▼▼▼
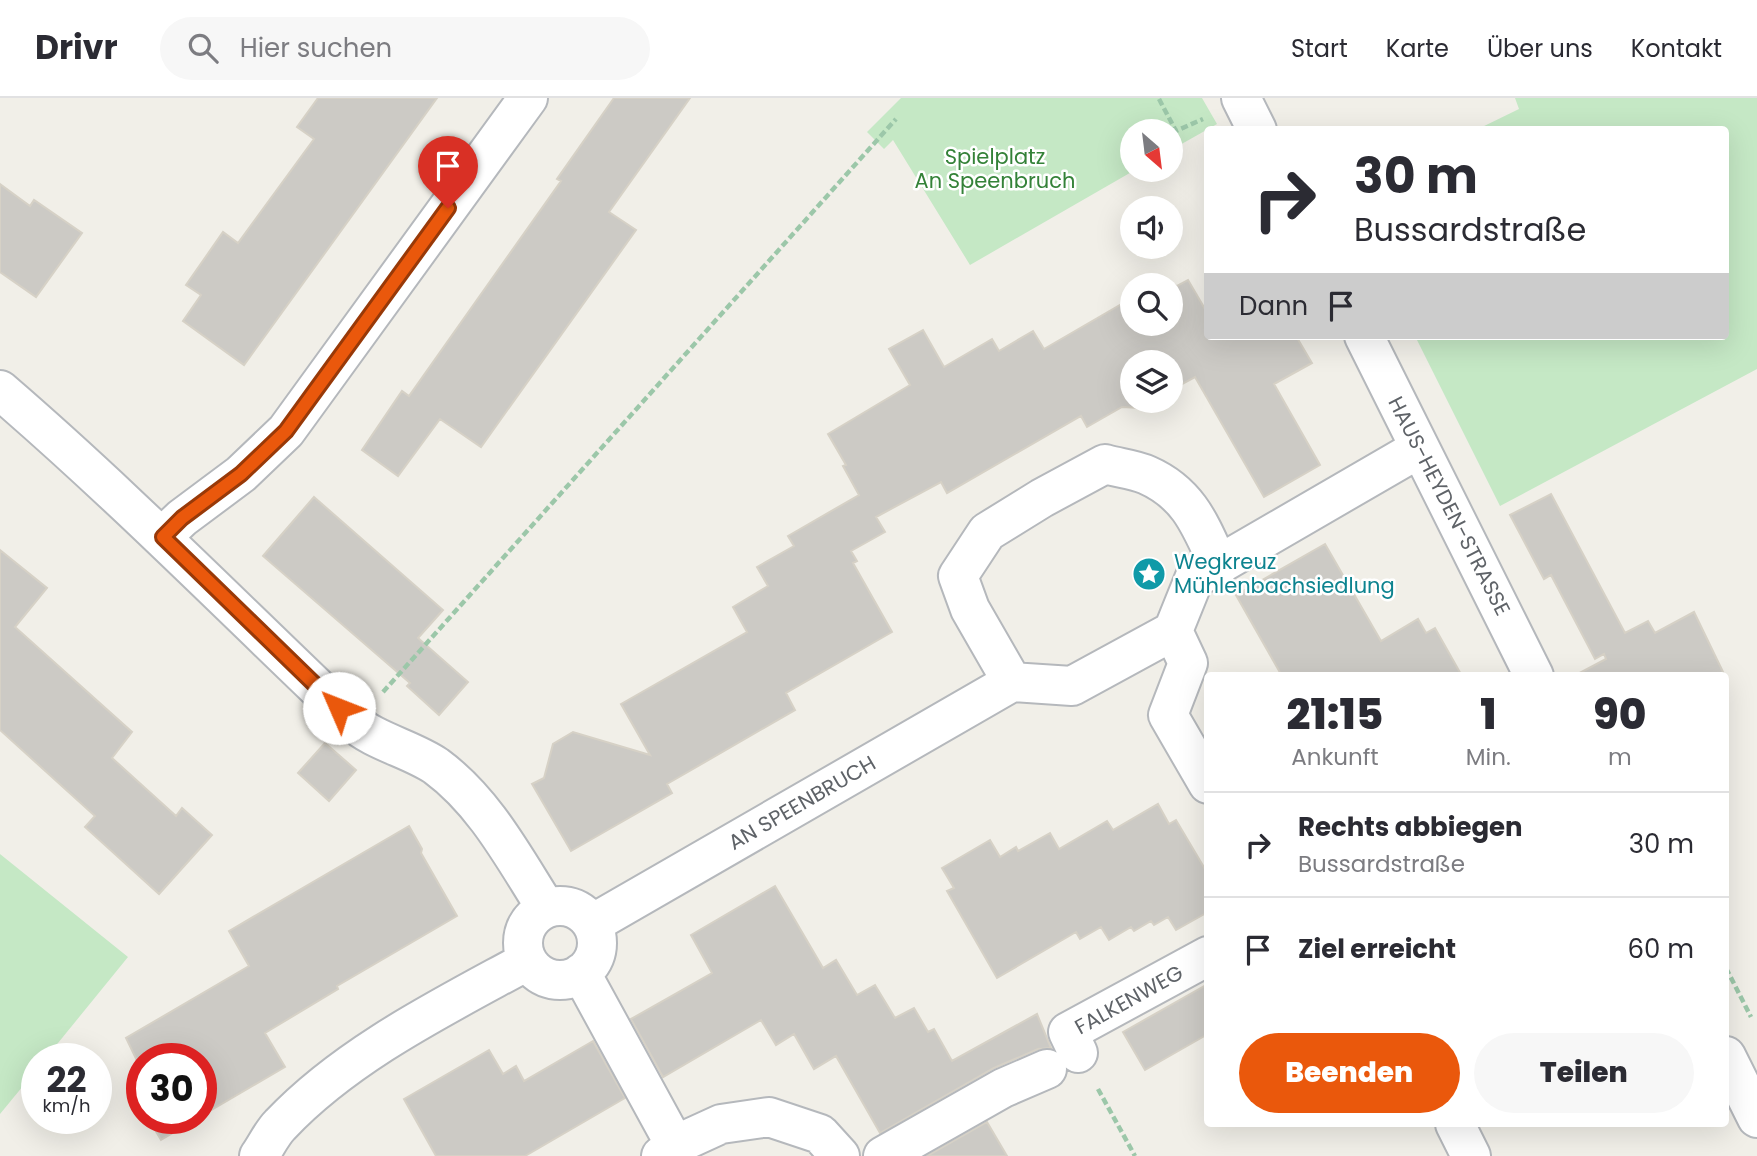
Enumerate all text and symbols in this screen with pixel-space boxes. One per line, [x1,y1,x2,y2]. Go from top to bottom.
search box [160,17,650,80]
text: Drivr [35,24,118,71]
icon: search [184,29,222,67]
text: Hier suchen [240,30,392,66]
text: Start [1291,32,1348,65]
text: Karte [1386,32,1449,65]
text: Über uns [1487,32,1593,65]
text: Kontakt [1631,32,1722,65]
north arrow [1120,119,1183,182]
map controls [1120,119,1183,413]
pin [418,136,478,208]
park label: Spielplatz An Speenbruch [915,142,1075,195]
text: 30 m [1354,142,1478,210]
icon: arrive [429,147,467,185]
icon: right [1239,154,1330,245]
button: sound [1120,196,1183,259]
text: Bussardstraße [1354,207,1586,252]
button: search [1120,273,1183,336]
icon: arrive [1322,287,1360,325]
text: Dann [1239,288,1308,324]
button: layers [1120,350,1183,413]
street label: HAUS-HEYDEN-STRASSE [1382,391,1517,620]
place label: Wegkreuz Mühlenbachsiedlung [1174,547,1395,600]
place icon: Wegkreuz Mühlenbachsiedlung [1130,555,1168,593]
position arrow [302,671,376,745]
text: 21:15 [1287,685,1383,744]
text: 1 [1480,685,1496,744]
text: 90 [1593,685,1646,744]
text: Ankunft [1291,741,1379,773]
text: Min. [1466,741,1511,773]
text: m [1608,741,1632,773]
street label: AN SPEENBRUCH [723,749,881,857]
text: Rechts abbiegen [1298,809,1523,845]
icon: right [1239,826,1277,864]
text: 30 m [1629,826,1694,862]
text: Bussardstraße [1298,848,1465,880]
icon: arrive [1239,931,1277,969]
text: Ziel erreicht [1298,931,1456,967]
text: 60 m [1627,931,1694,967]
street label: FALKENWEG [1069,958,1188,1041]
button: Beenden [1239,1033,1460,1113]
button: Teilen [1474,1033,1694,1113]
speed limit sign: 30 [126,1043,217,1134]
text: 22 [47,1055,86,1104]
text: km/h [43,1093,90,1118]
▲▲▲
▼▼▼
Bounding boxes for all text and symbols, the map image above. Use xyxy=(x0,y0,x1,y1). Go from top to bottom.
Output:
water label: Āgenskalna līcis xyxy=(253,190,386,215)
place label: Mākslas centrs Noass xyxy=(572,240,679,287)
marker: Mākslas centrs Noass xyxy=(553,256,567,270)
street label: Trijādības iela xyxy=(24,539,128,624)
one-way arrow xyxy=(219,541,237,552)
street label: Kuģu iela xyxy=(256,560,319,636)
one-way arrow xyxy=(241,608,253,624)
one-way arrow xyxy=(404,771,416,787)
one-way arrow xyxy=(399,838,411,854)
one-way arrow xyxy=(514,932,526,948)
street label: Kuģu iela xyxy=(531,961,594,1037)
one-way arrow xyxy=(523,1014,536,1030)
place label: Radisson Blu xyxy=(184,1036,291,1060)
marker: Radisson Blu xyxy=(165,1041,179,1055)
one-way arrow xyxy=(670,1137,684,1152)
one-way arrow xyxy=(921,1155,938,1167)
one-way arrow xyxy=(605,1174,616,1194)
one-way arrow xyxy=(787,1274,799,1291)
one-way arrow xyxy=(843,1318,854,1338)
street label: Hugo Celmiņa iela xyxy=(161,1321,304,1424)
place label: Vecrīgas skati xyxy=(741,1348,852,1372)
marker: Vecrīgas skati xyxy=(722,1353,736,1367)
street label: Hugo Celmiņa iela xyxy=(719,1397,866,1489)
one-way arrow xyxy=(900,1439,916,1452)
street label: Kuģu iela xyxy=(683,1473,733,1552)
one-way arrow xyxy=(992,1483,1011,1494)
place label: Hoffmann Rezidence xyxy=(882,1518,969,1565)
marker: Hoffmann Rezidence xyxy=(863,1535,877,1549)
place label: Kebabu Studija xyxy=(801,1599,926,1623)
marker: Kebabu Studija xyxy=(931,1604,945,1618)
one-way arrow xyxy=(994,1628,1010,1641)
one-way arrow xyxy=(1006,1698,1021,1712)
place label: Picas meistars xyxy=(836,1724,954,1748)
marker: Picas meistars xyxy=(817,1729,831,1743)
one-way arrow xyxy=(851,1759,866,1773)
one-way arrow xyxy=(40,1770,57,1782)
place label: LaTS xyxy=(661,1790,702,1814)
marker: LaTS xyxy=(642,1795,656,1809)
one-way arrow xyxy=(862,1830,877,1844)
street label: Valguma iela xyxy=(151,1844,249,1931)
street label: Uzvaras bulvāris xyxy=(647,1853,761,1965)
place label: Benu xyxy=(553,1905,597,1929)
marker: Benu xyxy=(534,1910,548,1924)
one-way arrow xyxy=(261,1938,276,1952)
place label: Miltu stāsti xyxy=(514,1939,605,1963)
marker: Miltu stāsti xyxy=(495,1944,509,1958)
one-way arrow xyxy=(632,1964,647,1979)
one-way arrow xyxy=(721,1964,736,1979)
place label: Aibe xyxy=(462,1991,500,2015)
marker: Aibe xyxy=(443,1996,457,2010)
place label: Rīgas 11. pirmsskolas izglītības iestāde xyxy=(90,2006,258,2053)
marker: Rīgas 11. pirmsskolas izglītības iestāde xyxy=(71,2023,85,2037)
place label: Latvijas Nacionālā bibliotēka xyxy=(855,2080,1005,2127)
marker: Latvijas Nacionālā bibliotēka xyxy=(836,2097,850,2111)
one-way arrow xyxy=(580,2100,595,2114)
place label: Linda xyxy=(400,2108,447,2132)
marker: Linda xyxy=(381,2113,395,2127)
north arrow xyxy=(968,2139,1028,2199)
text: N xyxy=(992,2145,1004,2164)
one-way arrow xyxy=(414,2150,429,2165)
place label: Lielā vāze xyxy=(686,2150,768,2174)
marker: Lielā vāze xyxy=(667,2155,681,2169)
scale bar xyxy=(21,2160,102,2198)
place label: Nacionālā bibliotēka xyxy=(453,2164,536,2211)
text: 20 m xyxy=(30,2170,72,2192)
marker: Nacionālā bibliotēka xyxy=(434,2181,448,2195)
▲▲▲
> [Task description]: Please work out how many lines of the data include the string "Mākslas" and reply with the number alone.

> [Completed exercise]: 2